(YOUR OBJECTIVE):
Find the lines below holding the word "Center" and copy each of them.

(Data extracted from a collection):
.....
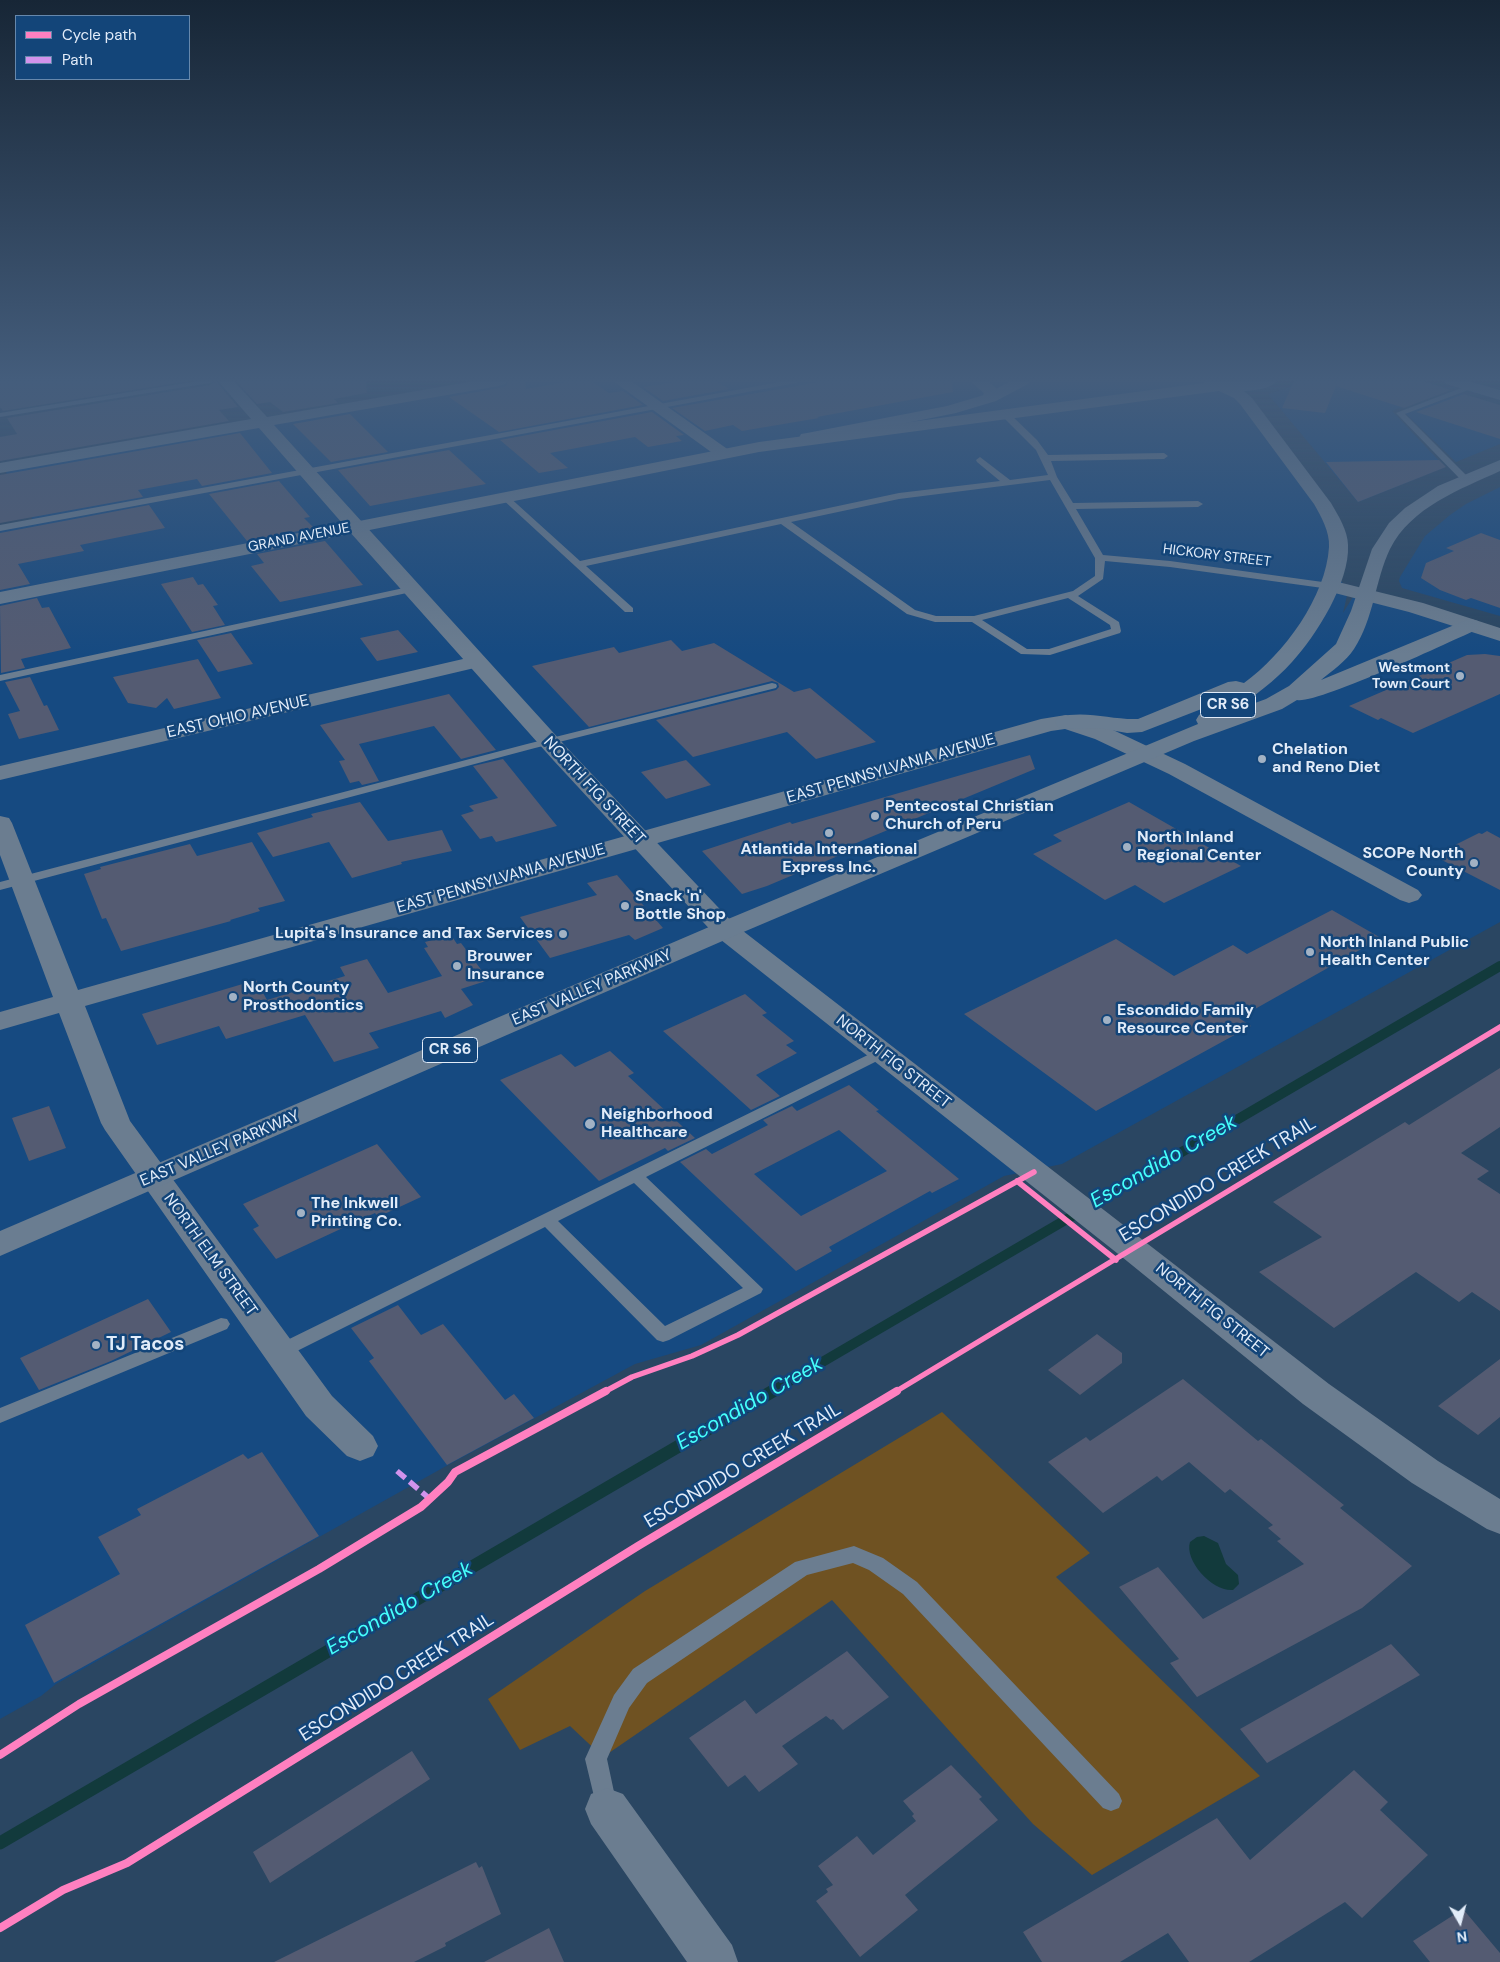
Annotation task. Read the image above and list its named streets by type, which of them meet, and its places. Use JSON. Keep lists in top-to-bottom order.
{
  "streets": {
    "main road": ["GRAND AVENUE", "CR S6", "EAST VALLEY PARKWAY"],
    "street": [
      "EAST OHIO AVENUE",
      "EAST PENNSYLVANIA AVENUE",
      "NORTH FIG STREET",
      "NORTH ELM STREET"
    ],
    "lane": ["HICKORY STREET"],
    "cycle path": ["ESCONDIDO CREEK TRAIL"]
  },
  "crossings": [
    ["GRAND AVENUE", "NORTH FIG STREET"],
    ["HICKORY STREET", "CR S6"],
    ["HICKORY STREET", "EAST VALLEY PARKWAY"],
    ["CR S6", "EAST VALLEY PARKWAY"],
    ["EAST OHIO AVENUE", "NORTH FIG STREET"],
    ["EAST PENNSYLVANIA AVENUE", "NORTH FIG STREET"],
    ["EAST PENNSYLVANIA AVENUE", "EAST VALLEY PARKWAY"],
    ["EAST PENNSYLVANIA AVENUE", "NORTH ELM STREET"],
    ["NORTH FIG STREET", "EAST VALLEY PARKWAY"],
    ["EAST VALLEY PARKWAY", "NORTH ELM STREET"]
  ],
  "water": ["Escondido Creek"],
  "places": [
    "Westmont Town Court",
    "Chelation and Reno Diet",
    "Pentecostal Christian Church of Peru",
    "Atlantida International Express Inc.",
    "North Inland Regional Center",
    "SCOPe North County",
    "Snack 'n' Bottle Shop",
    "Lupita's Insurance and Tax Services",
    "North Inland Public Health Center",
    "Brouwer Insurance",
    "North County Prosthodontics",
    "Escondido Family Resource Center",
    "Neighborhood Healthcare",
    "The Inkwell Printing Co.",
    "TJ Tacos"
  ],
  "legend": ["Cycle path", "Path"],
  "north": "bottom"
}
.....
(TASK RESULT):
    "North Inland Regional Center",
    "North Inland Public Health Center",
    "Escondido Family Resource Center",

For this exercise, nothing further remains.